Once Upon a Farm Relance Son IPO
Imaginez une actrice hollywoodienne qui décide un jour de révolutionner ce que mangent nos tout-petits. Pas juste un coup de com’, mais un vrai projet entrepreneurial porté par une conviction profonde. C’est exactement ce qu’a fait Jennifer Garner en s’engageant dans l’aventure Once Upon a Farm, une marque qui veut rendre l’alimentation bio accessible dès le plus jeune âge. Et aujourd’hui, cette histoire prend un nouveau tournant : l’entreprise relance son projet d’introduction en Bourse.
Un come-back très attendu sur les marchés
Après avoir mis en pause son IPO en 2025 à cause d’un contexte réglementaire compliqué lié à un shutdown gouvernemental américain, Once Upon a Farm a déposé un document S-1 actualisé début 2026. La fourchette de prix annoncée oscille entre 17 et 19 dollars par action. Si l’opération réussit, la société espère lever au minimum 208,9 millions de dollars, pour une valorisation totale qui atteindrait environ 764 millions de dollars. Une sacrée ambition pour une marque née il y a seulement dix ans.
Ce retour sur le devant de la scène financière n’est pas anodin. Il intervient dans un marché des introductions en Bourse qui montre enfin quelques signes de redoux après deux années très difficiles. Beaucoup d’observateurs y voient un test grandeur nature : les investisseurs sont-ils prêts à parier à nouveau sur des marques grand public à forte image, surtout quand elles touchent à l’alimentation des enfants ?
Une genèse portée par des valeurs fortes
Créée en 2015, Once Upon a Farm s’est rapidement imposée grâce à une promesse simple mais puissante : proposer des aliments pour bébés et enfants 100 % bio, sans additifs, sans conservateurs et surtout pressés à froid pour conserver un maximum de nutriments. Le concept ? Des gourdes souples remplies de fruits, légumes et céréales issus de l’agriculture biologique, faciles à transporter et conçues pour les parents pressés mais soucieux de la santé de leurs enfants.
Jennifer Garner n’est pas la fondatrice originelle – ce rôle revient à Cassandra Curtis et Ari Raz – mais elle a rejoint l’aventure très tôt et y a apporté une visibilité considérable. Actrice engagée dans les questions de nutrition infantile, elle a su transformer son aura médiatique en véritable levier de croissance pour la marque.
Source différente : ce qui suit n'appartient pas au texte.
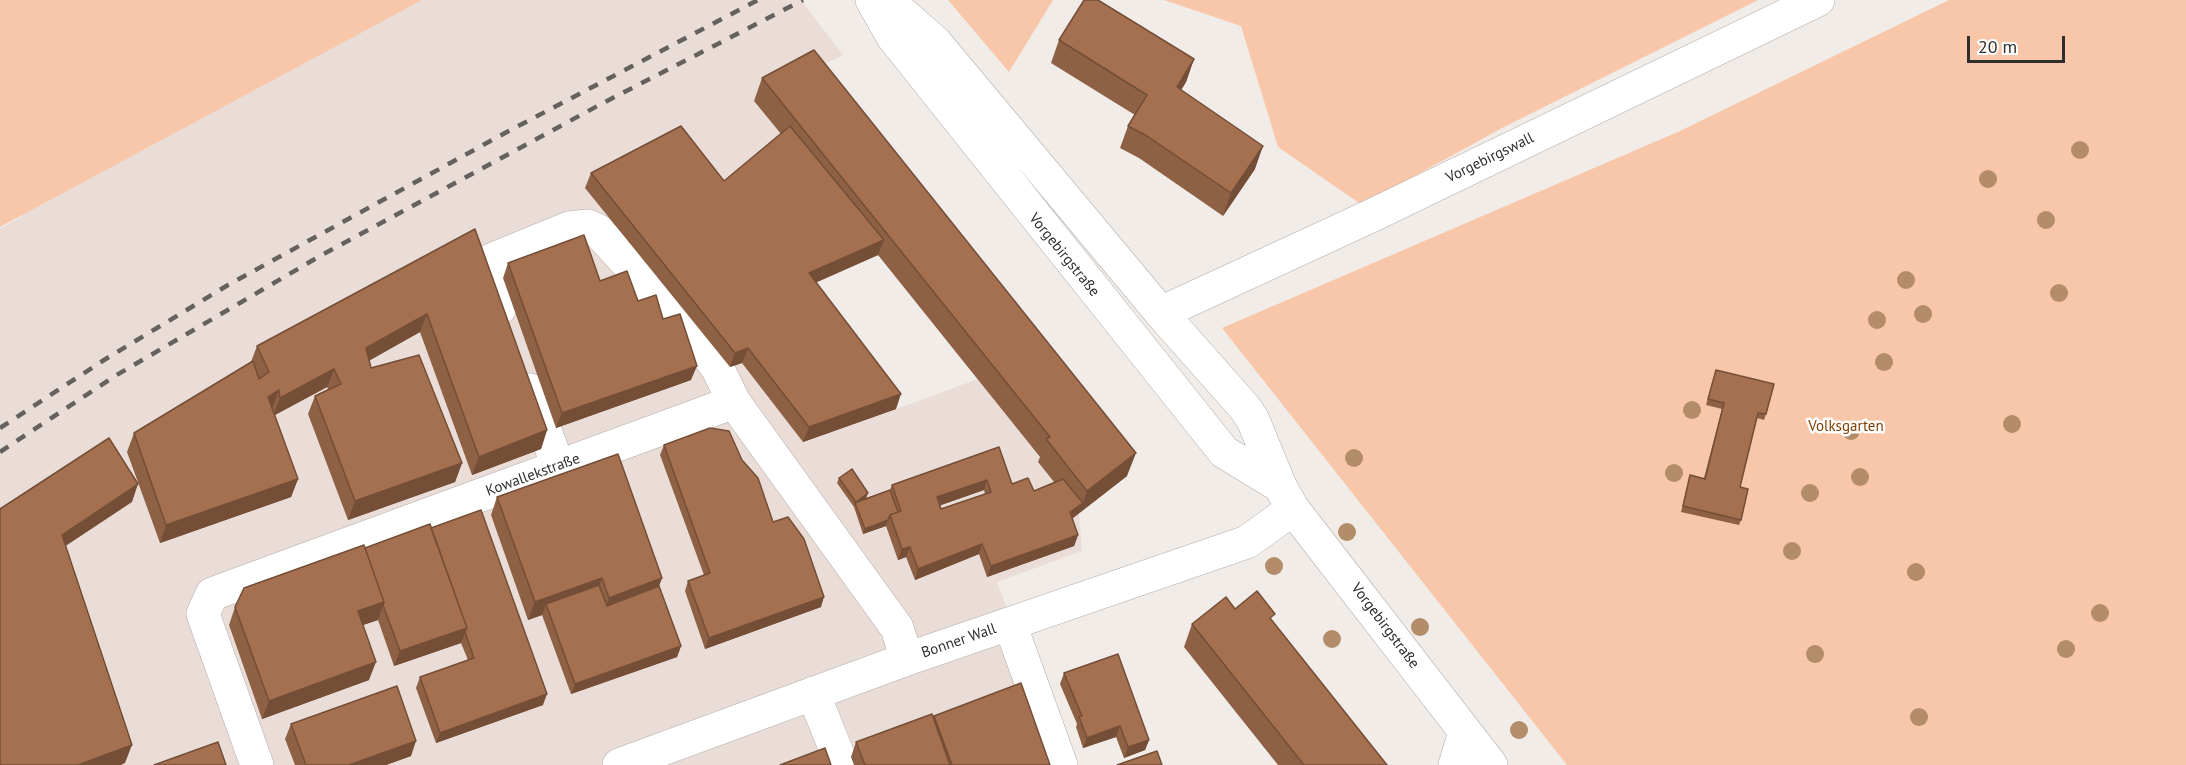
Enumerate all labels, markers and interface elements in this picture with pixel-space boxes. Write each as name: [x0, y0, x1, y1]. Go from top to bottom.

Nous voulons que chaque enfant ait accès à une nourriture propre, saine et délicieuse, dès les premiers mois.
– Jennifer Garner, co-fondatrice et porte-parole
Cette citation résume parfaitement l’ADN de l’entreprise : allier plaisir gustatif, santé et transparence totale sur l’origine des ingrédients.
Un parcours financier déjà solide
Avant même de penser à entrer en Bourse, Once Upon a Farm avait déjà convaincu plusieurs fonds spécialisés. Parmi les investisseurs notables, on retrouve S2G Ventures (très actif dans l’agtech et la foodtech) et CAVU Consumer Partners. Au total, près de 100 millions de dollars ont été levés en capital-risque depuis la création.
Ces levées successives ont permis à la marque de se développer rapidement : distribution dans les grandes enseignes bio et conventionnelles aux États-Unis, extension de gamme vers les snacks pour enfants plus âgés, et surtout une logistique capable de préserver la fraîcheur des produits sans pasteurisation excessive.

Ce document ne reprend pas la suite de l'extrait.